## What to do:
Each record below needs to be copied out exactly as it stands.

## Dataset extract:
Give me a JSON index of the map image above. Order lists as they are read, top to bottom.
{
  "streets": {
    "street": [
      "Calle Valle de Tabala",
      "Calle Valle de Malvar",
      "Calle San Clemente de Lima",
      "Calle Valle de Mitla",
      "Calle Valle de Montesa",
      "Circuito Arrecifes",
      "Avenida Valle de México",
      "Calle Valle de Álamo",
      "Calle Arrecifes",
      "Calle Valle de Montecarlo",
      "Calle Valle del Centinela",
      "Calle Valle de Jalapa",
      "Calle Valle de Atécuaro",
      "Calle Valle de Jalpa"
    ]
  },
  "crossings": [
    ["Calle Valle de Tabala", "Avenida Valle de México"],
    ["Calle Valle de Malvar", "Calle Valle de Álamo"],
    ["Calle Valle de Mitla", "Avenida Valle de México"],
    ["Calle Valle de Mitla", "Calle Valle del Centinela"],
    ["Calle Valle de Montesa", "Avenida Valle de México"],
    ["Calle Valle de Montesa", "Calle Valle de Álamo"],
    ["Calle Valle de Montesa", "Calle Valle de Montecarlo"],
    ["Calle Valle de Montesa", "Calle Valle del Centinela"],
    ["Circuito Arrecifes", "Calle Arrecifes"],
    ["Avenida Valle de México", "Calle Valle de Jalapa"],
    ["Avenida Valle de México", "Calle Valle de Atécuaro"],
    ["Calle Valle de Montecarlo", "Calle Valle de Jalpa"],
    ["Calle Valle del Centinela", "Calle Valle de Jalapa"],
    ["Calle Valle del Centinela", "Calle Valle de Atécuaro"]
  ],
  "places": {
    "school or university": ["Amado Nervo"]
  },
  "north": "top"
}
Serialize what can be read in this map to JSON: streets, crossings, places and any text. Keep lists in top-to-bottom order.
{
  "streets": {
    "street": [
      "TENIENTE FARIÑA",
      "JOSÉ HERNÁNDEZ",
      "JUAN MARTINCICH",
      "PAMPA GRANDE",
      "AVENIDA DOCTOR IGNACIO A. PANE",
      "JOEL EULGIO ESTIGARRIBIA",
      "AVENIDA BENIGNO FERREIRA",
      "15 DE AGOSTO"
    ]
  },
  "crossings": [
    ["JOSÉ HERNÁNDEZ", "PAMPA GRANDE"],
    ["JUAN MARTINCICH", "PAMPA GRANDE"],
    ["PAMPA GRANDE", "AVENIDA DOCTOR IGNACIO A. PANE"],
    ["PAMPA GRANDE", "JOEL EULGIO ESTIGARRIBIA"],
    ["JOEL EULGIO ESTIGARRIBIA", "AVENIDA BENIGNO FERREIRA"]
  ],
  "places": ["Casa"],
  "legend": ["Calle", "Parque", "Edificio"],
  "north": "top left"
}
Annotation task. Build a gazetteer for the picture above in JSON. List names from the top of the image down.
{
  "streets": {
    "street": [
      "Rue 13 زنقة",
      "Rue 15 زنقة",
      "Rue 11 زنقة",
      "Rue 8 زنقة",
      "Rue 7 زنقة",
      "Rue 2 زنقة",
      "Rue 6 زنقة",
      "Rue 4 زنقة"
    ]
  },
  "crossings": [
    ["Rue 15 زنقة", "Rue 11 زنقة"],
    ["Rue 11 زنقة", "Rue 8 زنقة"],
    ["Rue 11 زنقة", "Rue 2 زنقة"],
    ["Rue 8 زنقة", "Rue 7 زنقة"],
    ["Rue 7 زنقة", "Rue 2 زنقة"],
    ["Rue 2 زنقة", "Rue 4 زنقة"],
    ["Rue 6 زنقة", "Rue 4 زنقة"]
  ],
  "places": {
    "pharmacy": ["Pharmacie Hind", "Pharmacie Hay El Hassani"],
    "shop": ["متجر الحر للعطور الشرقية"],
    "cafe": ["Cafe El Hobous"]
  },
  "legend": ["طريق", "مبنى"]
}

## Answer to this task:
Give me a JSON index of the map image above. Order lists as they are read, top to bottom.
{
  "streets": {
    "street": [
      "Calle Valle de Tabala",
      "Calle Valle de Malvar",
      "Calle San Clemente de Lima",
      "Calle Valle de Mitla",
      "Calle Valle de Montesa",
      "Circuito Arrecifes",
      "Avenida Valle de México",
      "Calle Valle de Álamo",
      "Calle Arrecifes",
      "Calle Valle de Montecarlo",
      "Calle Valle del Centinela",
      "Calle Valle de Jalapa",
      "Calle Valle de Atécuaro",
      "Calle Valle de Jalpa"
    ]
  },
  "crossings": [
    ["Calle Valle de Tabala", "Avenida Valle de México"],
    ["Calle Valle de Malvar", "Calle Valle de Álamo"],
    ["Calle Valle de Mitla", "Avenida Valle de México"],
    ["Calle Valle de Mitla", "Calle Valle del Centinela"],
    ["Calle Valle de Montesa", "Avenida Valle de México"],
    ["Calle Valle de Montesa", "Calle Valle de Álamo"],
    ["Calle Valle de Montesa", "Calle Valle de Montecarlo"],
    ["Calle Valle de Montesa", "Calle Valle del Centinela"],
    ["Circuito Arrecifes", "Calle Arrecifes"],
    ["Avenida Valle de México", "Calle Valle de Jalapa"],
    ["Avenida Valle de México", "Calle Valle de Atécuaro"],
    ["Calle Valle de Montecarlo", "Calle Valle de Jalpa"],
    ["Calle Valle del Centinela", "Calle Valle de Jalapa"],
    ["Calle Valle del Centinela", "Calle Valle de Atécuaro"]
  ],
  "places": {
    "school or university": ["Amado Nervo"]
  },
  "north": "top"
}
Serialize what can be read in this map to JSON: streets, crossings, places and any text. Keep lists in top-to-bottom order.
{
  "streets": {
    "street": [
      "TENIENTE FARIÑA",
      "JOSÉ HERNÁNDEZ",
      "JUAN MARTINCICH",
      "PAMPA GRANDE",
      "AVENIDA DOCTOR IGNACIO A. PANE",
      "JOEL EULGIO ESTIGARRIBIA",
      "AVENIDA BENIGNO FERREIRA",
      "15 DE AGOSTO"
    ]
  },
  "crossings": [
    ["JOSÉ HERNÁNDEZ", "PAMPA GRANDE"],
    ["JUAN MARTINCICH", "PAMPA GRANDE"],
    ["PAMPA GRANDE", "AVENIDA DOCTOR IGNACIO A. PANE"],
    ["PAMPA GRANDE", "JOEL EULGIO ESTIGARRIBIA"],
    ["JOEL EULGIO ESTIGARRIBIA", "AVENIDA BENIGNO FERREIRA"]
  ],
  "places": ["Casa"],
  "legend": ["Calle", "Parque", "Edificio"],
  "north": "top left"
}
Annotation task. Build a gazetteer for the picture above in JSON. List names from the top of the image down.
{
  "streets": {
    "street": [
      "Rue 13 زنقة",
      "Rue 15 زنقة",
      "Rue 11 زنقة",
      "Rue 8 زنقة",
      "Rue 7 زنقة",
      "Rue 2 زنقة",
      "Rue 6 زنقة",
      "Rue 4 زنقة"
    ]
  },
  "crossings": [
    ["Rue 15 زنقة", "Rue 11 زنقة"],
    ["Rue 11 زنقة", "Rue 8 زنقة"],
    ["Rue 11 زنقة", "Rue 2 زنقة"],
    ["Rue 8 زنقة", "Rue 7 زنقة"],
    ["Rue 7 زنقة", "Rue 2 زنقة"],
    ["Rue 2 زنقة", "Rue 4 زنقة"],
    ["Rue 6 زنقة", "Rue 4 زنقة"]
  ],
  "places": {
    "pharmacy": ["Pharmacie Hind", "Pharmacie Hay El Hassani"],
    "shop": ["متجر الحر للعطور الشرقية"],
    "cafe": ["Cafe El Hobous"]
  },
  "legend": ["طريق", "مبنى"]
}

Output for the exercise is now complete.